About this exercise = Pull every line holding the word "read" from the data below and copy it.

Data supplied =
□ □ □ □

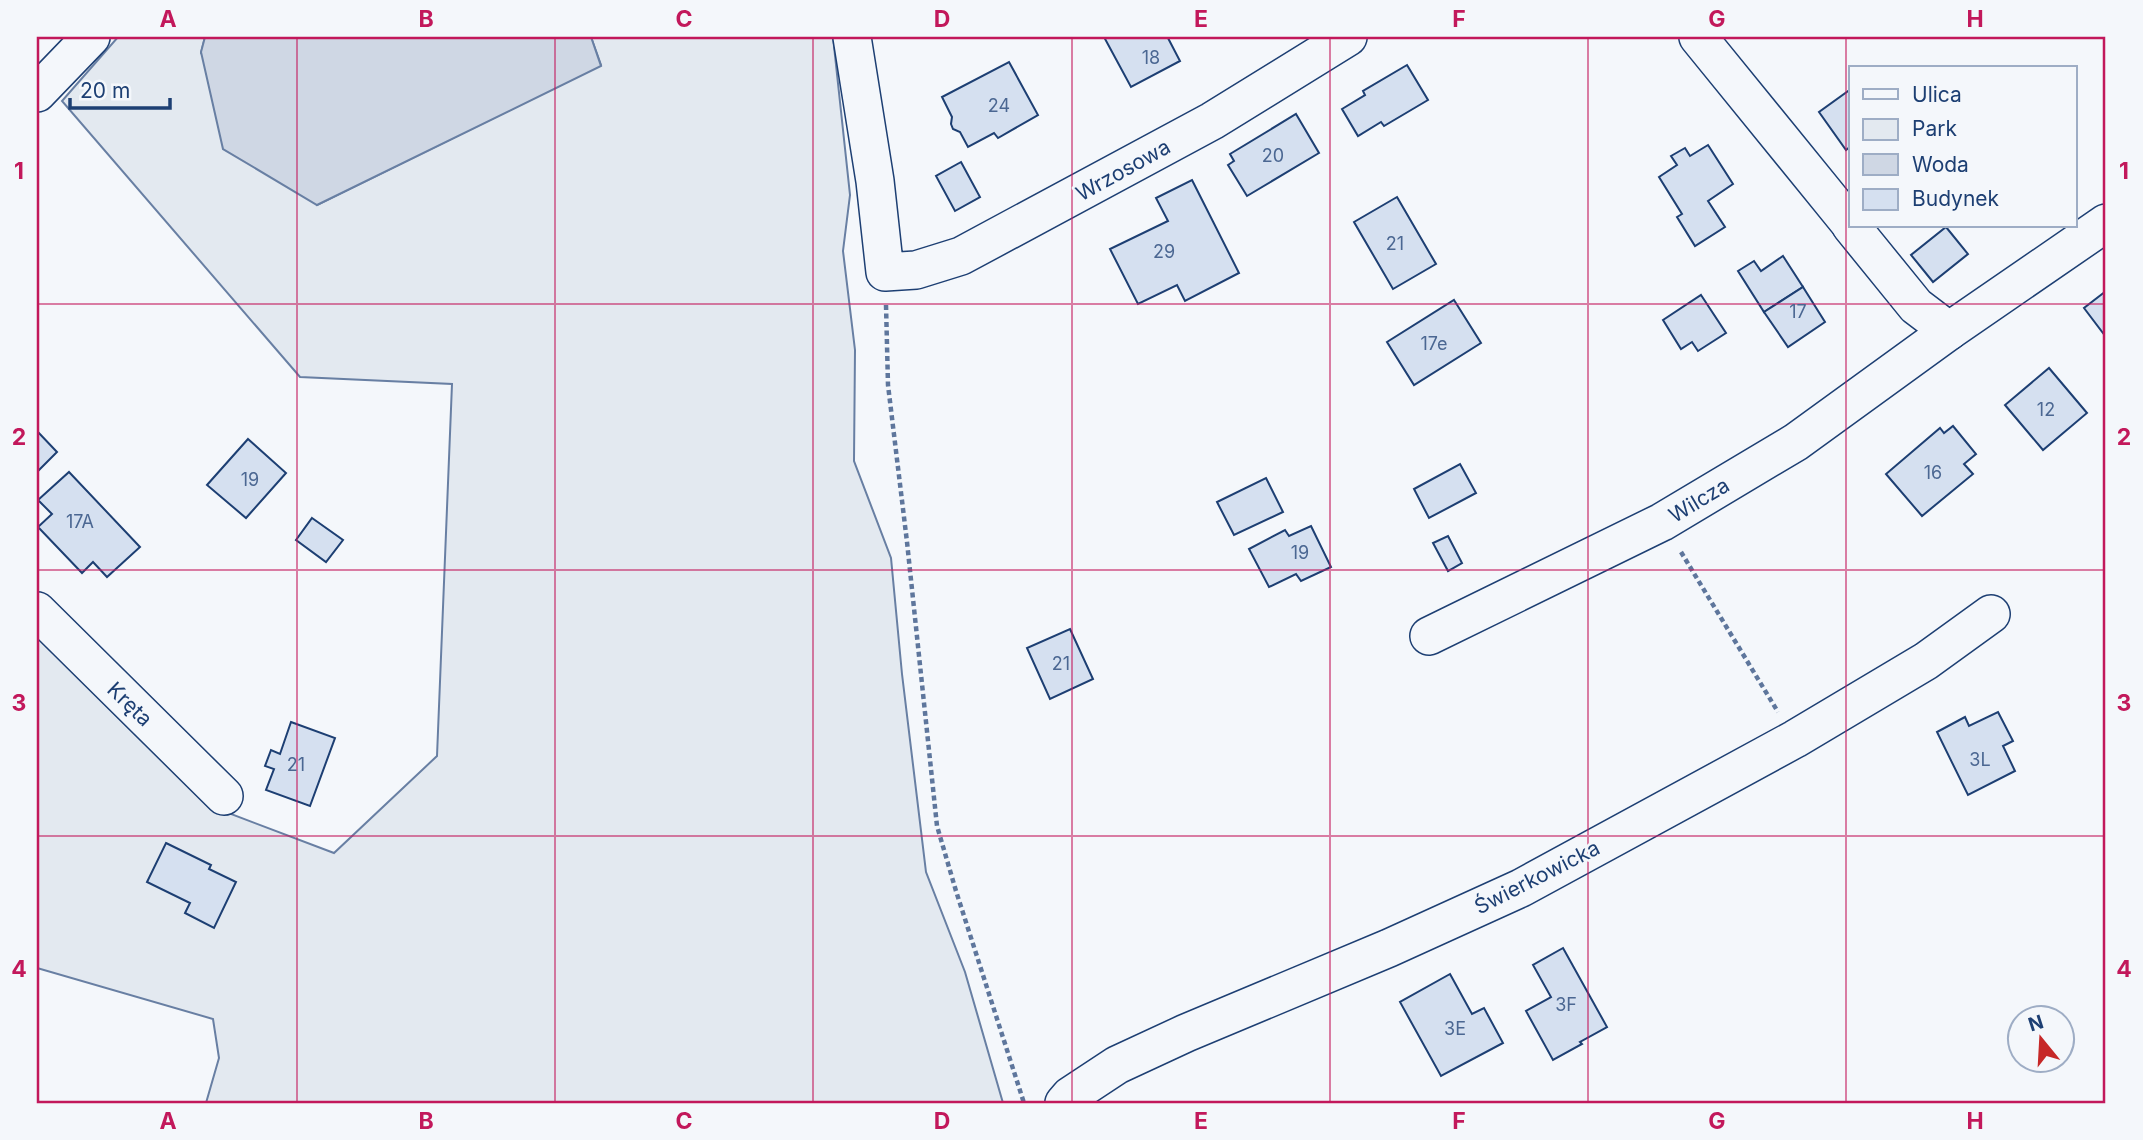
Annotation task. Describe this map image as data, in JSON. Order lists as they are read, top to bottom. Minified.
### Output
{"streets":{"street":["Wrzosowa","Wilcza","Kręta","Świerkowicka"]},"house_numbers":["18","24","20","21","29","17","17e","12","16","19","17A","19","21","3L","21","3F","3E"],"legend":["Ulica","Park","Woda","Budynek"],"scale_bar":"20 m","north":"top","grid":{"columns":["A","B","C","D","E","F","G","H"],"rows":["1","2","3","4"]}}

□ □ □ □

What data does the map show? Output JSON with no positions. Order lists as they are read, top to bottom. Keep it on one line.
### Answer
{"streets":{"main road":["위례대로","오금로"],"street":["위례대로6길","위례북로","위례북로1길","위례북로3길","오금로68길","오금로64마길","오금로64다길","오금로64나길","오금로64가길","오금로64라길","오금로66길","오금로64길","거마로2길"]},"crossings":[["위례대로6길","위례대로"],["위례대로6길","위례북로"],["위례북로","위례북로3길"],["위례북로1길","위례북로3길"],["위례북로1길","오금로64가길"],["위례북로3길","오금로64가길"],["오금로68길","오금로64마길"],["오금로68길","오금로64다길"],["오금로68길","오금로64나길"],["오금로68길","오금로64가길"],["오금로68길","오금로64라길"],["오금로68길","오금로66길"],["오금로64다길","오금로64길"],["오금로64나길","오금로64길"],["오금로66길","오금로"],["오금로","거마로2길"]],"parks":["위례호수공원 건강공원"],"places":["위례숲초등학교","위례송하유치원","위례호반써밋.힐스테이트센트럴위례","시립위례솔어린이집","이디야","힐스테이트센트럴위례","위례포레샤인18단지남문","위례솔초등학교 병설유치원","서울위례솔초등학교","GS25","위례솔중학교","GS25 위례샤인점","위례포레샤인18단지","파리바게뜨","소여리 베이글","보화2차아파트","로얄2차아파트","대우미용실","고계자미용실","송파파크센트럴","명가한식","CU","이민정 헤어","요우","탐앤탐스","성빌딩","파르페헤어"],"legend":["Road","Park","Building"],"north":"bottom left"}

□ □ □ □

Solution to this task =
Annotation task. Describe this map image as data, in JSON. Order lists as they are read, top to bottom. Minified.
What data does the map show? Output JSON with no positions. Order lists as they are read, top to bottom. Keep it on one line.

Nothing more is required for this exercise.